= Goal of the exercise =
From the entries that follow, work out how many lines contain "button". Write the number only.

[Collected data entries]
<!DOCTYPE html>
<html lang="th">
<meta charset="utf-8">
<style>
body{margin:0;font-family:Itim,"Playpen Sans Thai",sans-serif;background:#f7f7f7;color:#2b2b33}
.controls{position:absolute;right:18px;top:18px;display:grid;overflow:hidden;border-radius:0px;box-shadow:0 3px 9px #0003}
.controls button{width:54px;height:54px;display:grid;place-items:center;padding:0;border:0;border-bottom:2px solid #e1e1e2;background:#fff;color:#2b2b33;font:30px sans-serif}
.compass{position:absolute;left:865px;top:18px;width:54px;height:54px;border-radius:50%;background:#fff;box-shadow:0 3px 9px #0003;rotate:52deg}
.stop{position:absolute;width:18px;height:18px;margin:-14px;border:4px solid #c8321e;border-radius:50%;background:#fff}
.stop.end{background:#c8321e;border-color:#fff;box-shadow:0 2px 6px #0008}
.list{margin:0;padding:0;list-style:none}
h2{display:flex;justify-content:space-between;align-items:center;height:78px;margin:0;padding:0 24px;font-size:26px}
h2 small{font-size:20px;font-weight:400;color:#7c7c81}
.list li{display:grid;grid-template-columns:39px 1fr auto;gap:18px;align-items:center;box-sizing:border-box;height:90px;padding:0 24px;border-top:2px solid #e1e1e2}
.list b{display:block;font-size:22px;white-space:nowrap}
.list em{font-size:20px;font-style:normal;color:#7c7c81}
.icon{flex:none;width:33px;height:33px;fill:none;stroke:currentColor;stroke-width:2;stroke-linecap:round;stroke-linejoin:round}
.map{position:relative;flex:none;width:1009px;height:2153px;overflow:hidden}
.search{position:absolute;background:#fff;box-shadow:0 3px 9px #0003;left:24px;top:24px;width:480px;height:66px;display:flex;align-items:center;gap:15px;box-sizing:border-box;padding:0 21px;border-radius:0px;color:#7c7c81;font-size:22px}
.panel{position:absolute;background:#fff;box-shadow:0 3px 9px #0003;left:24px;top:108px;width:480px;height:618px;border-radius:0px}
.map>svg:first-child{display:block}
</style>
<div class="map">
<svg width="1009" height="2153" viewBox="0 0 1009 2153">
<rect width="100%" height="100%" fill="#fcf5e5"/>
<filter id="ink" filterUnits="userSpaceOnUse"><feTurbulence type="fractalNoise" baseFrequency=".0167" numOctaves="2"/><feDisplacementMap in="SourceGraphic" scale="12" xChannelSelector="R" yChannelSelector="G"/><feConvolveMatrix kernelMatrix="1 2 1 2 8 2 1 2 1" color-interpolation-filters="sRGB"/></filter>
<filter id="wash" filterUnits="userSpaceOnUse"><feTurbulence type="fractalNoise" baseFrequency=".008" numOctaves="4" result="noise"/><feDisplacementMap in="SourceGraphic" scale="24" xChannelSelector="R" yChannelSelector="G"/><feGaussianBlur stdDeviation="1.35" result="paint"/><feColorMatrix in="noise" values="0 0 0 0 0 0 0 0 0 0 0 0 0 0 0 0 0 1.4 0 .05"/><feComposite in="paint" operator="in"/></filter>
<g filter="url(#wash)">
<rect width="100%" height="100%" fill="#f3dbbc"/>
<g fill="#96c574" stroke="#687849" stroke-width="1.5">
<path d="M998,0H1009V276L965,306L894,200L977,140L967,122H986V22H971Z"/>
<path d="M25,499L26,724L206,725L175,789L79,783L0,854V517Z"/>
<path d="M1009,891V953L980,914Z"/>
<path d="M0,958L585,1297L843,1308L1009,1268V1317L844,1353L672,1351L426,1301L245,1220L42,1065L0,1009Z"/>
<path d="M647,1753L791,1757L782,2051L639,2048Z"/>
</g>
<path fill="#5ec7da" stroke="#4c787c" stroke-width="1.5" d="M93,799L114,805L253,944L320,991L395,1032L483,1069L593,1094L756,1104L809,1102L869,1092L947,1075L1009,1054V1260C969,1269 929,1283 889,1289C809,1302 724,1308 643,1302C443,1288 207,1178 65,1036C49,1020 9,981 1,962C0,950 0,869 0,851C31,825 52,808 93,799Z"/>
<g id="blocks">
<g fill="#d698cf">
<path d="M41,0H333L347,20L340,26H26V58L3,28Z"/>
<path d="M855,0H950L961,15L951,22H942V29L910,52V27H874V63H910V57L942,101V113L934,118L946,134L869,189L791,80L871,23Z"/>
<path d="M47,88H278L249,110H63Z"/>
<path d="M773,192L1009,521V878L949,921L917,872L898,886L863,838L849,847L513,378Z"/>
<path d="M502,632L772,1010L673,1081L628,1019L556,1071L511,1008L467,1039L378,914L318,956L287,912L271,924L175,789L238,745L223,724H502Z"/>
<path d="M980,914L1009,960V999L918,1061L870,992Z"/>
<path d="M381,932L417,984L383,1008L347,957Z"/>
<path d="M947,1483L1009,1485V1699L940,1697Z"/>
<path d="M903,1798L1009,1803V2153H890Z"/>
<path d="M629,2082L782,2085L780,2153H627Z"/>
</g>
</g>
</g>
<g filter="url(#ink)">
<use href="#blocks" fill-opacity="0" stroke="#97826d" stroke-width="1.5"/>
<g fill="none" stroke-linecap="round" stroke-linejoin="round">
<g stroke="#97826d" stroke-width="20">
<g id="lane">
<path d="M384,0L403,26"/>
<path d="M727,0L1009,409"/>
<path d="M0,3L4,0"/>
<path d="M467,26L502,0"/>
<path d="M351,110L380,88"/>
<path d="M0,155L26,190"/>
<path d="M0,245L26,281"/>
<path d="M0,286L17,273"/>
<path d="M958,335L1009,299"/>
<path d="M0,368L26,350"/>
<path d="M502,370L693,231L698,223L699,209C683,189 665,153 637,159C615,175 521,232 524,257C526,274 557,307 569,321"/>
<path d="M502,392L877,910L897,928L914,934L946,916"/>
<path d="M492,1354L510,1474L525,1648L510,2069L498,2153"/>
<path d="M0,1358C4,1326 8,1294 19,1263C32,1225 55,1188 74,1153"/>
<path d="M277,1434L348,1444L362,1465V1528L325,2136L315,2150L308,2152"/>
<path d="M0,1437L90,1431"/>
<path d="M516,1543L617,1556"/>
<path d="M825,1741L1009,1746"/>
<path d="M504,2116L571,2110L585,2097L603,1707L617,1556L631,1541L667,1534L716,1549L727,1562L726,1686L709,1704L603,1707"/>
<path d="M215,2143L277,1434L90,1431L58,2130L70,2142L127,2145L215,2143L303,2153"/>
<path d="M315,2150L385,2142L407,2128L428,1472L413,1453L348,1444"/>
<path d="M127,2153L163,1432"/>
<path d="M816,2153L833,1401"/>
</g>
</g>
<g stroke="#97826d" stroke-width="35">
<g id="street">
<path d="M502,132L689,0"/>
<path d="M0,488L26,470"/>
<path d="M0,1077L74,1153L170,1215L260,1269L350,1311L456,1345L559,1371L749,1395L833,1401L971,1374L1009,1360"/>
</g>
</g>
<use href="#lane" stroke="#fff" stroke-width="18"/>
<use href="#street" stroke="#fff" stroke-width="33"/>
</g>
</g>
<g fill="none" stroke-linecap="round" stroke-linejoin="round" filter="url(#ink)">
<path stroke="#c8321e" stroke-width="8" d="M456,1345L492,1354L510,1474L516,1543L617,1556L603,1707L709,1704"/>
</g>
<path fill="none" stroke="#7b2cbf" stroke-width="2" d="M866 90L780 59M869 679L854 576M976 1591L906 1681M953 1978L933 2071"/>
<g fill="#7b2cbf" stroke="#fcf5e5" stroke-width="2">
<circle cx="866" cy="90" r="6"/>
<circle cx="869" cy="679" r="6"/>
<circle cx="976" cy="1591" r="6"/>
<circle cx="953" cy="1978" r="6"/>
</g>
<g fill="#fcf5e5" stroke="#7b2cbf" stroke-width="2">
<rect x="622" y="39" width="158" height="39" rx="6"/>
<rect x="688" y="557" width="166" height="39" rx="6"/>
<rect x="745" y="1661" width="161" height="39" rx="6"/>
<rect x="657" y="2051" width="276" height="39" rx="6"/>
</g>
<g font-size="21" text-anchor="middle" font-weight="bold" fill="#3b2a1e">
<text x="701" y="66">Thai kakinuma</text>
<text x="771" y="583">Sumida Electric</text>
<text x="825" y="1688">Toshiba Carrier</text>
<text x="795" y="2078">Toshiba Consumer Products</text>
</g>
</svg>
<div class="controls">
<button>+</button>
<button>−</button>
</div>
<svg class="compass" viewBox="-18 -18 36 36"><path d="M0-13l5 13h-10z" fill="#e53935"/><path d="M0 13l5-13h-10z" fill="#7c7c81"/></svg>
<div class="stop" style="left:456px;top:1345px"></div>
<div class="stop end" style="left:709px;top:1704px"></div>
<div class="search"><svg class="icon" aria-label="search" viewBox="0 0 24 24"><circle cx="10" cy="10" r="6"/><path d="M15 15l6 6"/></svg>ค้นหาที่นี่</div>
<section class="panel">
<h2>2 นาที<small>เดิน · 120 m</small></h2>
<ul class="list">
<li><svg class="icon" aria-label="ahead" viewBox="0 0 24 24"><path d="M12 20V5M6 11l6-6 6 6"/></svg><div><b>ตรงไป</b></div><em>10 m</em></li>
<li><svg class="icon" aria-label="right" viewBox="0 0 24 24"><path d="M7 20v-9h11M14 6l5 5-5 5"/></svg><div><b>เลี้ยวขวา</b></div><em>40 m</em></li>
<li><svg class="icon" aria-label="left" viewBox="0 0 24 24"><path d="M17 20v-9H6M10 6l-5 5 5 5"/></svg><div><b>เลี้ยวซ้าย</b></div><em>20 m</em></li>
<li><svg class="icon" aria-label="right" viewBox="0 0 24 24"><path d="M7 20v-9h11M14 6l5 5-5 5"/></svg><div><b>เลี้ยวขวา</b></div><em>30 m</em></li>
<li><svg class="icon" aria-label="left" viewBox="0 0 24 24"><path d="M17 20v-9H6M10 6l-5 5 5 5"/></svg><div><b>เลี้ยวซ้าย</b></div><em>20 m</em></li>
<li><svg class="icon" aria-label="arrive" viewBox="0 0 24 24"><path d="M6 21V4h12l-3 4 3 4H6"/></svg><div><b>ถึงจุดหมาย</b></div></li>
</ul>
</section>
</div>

= Your response =
3